WHAT TO WORK ON —
For this exercise, retype every record below exactly and keep the pictures out.

Stored data entries
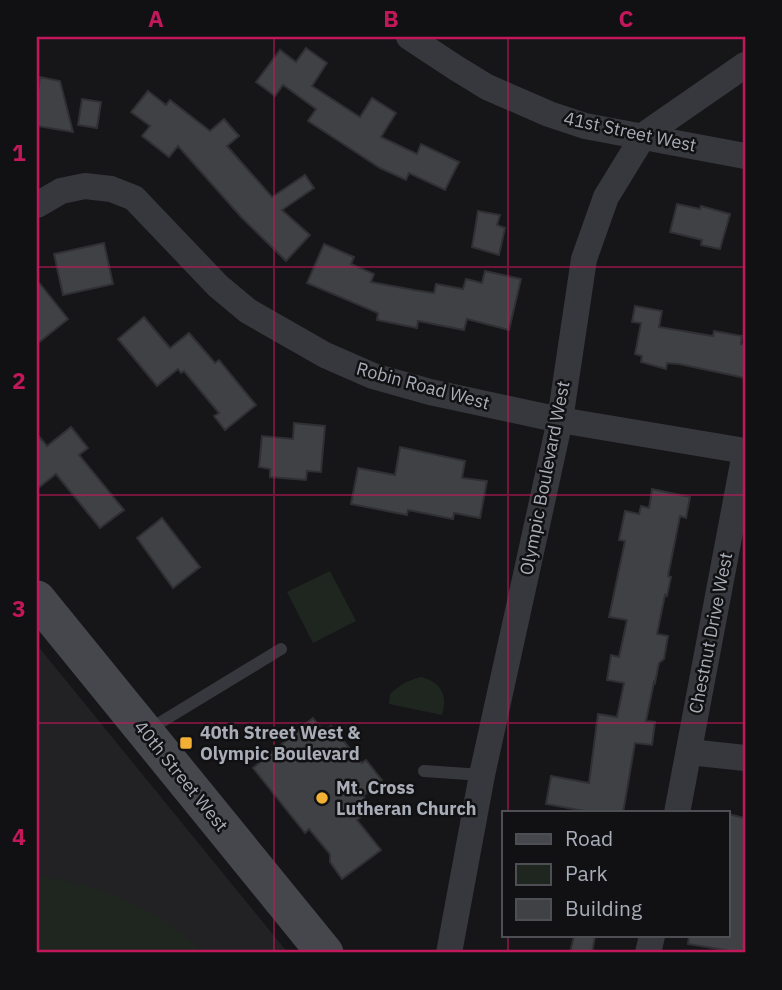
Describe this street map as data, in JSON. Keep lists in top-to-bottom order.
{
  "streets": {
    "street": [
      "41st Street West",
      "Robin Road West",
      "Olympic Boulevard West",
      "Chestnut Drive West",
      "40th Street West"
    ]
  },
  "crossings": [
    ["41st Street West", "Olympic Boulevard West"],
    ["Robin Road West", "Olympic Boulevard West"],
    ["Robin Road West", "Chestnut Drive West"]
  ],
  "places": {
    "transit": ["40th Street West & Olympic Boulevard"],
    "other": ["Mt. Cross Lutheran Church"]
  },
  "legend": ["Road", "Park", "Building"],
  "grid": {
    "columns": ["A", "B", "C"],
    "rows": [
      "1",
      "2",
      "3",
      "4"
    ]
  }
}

TASK OUTPUT —
Describe this street map as data, in JSON. Keep lists in top-to-bottom order.
{
  "streets": {
    "street": [
      "41st Street West",
      "Robin Road West",
      "Olympic Boulevard West",
      "Chestnut Drive West",
      "40th Street West"
    ]
  },
  "crossings": [
    ["41st Street West", "Olympic Boulevard West"],
    ["Robin Road West", "Olympic Boulevard West"],
    ["Robin Road West", "Chestnut Drive West"]
  ],
  "places": {
    "transit": ["40th Street West & Olympic Boulevard"],
    "other": ["Mt. Cross Lutheran Church"]
  },
  "legend": ["Road", "Park", "Building"],
  "grid": {
    "columns": ["A", "B", "C"],
    "rows": [
      "1",
      "2",
      "3",
      "4"
    ]
  }
}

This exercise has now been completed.